• [WHAT YOU HAVE TO DO]
Go through the listing and copy each line with the string "road".

• [SOURCE DATA]
##############################

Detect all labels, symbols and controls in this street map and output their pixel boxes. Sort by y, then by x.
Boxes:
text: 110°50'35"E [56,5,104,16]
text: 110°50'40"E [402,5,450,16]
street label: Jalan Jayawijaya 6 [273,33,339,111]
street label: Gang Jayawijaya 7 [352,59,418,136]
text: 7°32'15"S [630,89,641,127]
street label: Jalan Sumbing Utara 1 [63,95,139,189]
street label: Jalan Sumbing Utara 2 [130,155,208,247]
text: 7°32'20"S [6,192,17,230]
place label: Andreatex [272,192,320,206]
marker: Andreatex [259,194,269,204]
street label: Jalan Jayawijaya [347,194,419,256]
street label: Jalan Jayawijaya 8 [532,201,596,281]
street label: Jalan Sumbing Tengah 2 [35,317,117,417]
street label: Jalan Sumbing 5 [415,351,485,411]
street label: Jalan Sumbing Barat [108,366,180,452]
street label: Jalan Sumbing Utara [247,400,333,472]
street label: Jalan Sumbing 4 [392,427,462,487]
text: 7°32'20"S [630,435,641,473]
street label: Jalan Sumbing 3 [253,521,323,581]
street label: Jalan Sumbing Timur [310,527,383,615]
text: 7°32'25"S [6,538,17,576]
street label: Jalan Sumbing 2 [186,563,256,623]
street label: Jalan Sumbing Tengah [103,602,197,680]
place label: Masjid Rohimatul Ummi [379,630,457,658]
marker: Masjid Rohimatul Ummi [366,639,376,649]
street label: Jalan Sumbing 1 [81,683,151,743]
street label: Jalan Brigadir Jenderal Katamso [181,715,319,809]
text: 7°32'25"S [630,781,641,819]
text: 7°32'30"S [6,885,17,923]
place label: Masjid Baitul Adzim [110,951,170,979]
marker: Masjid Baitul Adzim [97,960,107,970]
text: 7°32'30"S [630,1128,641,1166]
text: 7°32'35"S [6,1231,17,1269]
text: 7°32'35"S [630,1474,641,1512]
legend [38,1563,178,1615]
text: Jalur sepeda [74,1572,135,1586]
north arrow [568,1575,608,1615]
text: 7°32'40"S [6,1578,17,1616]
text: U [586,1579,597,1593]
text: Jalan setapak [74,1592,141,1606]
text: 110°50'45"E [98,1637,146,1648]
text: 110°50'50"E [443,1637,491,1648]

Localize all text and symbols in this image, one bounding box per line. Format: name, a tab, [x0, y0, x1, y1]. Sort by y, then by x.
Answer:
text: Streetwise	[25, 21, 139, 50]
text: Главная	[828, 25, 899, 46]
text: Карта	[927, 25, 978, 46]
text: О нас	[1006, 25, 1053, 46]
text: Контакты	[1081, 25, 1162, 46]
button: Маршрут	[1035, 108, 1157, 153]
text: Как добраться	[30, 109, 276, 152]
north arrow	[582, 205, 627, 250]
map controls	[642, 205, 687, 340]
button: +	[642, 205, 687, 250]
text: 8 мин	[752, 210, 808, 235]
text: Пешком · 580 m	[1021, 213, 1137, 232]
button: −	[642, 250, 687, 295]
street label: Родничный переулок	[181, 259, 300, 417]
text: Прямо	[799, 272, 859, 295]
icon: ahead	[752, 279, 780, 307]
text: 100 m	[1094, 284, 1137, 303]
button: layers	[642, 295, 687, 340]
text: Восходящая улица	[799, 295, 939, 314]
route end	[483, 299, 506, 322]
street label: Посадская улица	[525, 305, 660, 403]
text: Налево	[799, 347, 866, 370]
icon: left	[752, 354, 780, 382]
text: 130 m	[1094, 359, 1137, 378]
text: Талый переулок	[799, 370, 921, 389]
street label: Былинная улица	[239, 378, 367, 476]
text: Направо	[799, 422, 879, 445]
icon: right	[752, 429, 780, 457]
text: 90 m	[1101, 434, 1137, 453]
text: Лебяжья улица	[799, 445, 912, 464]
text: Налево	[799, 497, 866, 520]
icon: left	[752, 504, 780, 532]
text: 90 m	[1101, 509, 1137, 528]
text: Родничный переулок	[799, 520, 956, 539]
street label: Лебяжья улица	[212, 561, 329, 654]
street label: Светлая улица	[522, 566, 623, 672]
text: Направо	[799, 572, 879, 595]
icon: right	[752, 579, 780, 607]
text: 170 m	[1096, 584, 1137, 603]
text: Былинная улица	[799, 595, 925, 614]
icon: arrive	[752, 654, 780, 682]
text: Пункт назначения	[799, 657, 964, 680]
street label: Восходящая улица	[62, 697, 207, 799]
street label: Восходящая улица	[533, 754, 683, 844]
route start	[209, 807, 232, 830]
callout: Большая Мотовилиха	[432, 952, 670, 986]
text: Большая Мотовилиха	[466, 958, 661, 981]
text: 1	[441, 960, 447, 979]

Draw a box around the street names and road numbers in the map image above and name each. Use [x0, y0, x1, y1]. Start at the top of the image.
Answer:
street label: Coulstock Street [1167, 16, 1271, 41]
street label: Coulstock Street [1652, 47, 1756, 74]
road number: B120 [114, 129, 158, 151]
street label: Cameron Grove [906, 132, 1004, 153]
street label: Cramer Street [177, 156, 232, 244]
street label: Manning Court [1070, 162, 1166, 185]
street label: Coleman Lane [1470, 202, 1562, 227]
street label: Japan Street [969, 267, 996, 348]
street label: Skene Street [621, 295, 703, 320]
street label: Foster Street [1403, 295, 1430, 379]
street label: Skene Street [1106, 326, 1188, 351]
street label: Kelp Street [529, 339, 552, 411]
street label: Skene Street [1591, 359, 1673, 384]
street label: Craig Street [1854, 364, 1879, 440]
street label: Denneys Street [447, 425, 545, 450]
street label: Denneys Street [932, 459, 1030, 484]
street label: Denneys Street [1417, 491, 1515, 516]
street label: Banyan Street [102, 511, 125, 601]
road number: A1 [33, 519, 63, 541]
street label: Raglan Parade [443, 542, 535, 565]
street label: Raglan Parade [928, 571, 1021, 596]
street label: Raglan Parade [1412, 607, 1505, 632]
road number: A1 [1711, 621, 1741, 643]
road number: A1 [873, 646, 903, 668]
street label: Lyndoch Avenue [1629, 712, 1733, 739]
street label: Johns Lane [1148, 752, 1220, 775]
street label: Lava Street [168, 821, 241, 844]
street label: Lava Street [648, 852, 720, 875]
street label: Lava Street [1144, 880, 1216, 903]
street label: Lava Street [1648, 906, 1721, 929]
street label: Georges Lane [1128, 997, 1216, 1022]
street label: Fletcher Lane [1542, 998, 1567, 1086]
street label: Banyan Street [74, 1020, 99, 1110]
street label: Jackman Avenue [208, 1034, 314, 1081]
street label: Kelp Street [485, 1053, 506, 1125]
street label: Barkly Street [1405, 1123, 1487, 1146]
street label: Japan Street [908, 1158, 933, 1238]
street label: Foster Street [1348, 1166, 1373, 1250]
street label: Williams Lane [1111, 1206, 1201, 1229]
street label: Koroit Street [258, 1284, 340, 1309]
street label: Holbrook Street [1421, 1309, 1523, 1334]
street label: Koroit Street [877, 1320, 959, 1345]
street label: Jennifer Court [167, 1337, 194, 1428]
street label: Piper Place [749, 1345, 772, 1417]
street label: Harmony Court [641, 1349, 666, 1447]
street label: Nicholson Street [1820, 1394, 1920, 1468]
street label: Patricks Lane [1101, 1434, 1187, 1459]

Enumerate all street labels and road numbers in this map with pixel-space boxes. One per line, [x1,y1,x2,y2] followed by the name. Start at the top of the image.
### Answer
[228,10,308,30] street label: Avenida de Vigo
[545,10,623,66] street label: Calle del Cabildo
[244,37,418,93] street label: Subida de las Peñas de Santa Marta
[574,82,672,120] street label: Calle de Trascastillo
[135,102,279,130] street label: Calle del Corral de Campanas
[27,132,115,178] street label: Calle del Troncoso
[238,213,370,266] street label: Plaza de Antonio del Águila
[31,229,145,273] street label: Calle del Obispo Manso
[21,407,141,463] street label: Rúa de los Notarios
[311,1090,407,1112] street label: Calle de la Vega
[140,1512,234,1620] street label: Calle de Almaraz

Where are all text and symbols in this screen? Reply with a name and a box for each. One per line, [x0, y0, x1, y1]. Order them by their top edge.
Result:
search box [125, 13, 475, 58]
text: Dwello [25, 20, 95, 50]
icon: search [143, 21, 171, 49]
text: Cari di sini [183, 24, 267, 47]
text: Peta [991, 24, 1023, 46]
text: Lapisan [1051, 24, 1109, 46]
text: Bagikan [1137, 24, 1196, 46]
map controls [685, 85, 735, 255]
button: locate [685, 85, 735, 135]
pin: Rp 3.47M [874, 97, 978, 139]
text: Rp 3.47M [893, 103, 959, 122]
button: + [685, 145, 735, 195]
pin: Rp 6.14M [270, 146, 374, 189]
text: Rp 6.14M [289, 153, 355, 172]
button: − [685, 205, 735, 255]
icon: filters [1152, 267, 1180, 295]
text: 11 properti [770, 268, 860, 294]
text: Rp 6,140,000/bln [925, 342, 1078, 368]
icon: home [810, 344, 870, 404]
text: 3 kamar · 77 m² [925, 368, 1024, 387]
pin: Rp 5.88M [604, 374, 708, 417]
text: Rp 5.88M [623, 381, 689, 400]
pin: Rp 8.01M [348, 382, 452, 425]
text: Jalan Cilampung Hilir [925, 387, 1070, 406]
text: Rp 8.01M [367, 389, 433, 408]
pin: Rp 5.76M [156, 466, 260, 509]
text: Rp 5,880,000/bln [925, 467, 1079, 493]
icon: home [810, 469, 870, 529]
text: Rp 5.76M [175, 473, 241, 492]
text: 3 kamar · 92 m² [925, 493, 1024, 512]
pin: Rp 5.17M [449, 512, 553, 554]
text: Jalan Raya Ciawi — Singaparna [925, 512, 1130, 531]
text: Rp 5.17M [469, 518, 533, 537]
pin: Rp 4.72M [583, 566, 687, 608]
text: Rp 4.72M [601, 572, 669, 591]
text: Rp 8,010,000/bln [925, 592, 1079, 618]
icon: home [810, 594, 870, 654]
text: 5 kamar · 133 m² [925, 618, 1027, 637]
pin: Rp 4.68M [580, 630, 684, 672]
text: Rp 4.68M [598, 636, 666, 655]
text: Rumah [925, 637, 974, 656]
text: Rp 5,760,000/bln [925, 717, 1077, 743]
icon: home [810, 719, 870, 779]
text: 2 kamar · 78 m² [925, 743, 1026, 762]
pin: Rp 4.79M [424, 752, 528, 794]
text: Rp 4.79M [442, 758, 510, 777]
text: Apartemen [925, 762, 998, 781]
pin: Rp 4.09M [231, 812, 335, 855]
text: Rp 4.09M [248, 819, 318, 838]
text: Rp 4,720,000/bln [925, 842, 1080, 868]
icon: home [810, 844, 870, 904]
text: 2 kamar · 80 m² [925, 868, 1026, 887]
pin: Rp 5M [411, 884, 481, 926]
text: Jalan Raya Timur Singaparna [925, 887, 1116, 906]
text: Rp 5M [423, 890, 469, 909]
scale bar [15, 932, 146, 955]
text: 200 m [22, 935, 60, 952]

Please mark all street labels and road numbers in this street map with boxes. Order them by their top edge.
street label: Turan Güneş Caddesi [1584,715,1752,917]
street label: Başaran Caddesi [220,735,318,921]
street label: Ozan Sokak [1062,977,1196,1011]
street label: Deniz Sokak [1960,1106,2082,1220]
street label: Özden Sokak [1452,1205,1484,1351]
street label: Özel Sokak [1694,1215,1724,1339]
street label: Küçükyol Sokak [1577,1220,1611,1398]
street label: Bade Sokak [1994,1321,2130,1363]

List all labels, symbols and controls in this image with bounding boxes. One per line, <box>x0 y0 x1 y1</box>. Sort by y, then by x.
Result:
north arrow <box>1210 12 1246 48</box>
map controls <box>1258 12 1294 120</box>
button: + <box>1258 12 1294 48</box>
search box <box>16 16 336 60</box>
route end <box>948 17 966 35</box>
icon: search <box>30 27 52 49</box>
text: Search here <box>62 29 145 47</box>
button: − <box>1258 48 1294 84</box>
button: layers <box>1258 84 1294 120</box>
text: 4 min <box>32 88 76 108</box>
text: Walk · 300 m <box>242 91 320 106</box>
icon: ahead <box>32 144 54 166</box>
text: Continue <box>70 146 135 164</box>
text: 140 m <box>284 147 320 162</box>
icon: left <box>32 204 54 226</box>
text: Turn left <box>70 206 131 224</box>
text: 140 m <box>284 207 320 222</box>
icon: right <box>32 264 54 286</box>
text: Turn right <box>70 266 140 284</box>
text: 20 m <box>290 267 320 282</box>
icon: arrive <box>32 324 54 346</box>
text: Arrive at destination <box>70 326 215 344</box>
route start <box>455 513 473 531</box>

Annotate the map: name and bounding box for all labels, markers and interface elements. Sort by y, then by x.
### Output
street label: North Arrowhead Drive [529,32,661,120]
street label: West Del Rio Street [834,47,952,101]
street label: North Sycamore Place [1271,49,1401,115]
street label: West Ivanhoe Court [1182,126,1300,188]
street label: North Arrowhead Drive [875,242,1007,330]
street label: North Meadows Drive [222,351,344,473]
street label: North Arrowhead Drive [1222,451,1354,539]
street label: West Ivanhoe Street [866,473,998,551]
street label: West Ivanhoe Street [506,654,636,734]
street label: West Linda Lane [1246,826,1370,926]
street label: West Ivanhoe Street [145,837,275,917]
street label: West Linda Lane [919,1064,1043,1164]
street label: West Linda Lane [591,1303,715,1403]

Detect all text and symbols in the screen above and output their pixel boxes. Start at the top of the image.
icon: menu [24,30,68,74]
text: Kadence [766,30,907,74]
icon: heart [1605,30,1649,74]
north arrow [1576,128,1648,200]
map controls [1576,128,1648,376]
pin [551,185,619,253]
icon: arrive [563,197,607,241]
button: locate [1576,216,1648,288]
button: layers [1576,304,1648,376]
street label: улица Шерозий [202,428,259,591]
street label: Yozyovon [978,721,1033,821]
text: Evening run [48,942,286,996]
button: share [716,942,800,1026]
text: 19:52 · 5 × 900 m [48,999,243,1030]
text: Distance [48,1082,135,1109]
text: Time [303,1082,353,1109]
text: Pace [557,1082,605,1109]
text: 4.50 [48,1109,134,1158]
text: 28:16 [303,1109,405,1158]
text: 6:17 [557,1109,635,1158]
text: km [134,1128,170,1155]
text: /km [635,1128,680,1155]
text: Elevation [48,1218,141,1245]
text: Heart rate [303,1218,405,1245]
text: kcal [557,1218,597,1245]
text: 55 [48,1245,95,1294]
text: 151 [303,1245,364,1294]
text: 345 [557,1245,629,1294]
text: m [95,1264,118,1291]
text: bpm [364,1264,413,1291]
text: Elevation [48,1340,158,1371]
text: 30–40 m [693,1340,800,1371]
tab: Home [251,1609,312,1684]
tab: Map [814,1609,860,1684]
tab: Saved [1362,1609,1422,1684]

##############################

• [ANSWER TO THIS PROBLEM]
Draw a box around the street names and road numbers in the map image above and name each. Use [x0, y0, x1, y1]. Start at the top of the image.
road number: B120 [114, 129, 158, 151]
road number: A1 [33, 519, 63, 541]
road number: A1 [1711, 621, 1741, 643]
road number: A1 [873, 646, 903, 668]
Enumerate all street labels and road numbers in this map with pixel-space boxes. One per line, [x1,y1,x2,y2] followed by the name. Start at the top of the image.
Please mark all street labels and road numbers in this street map with boxes. Order them by their top edge.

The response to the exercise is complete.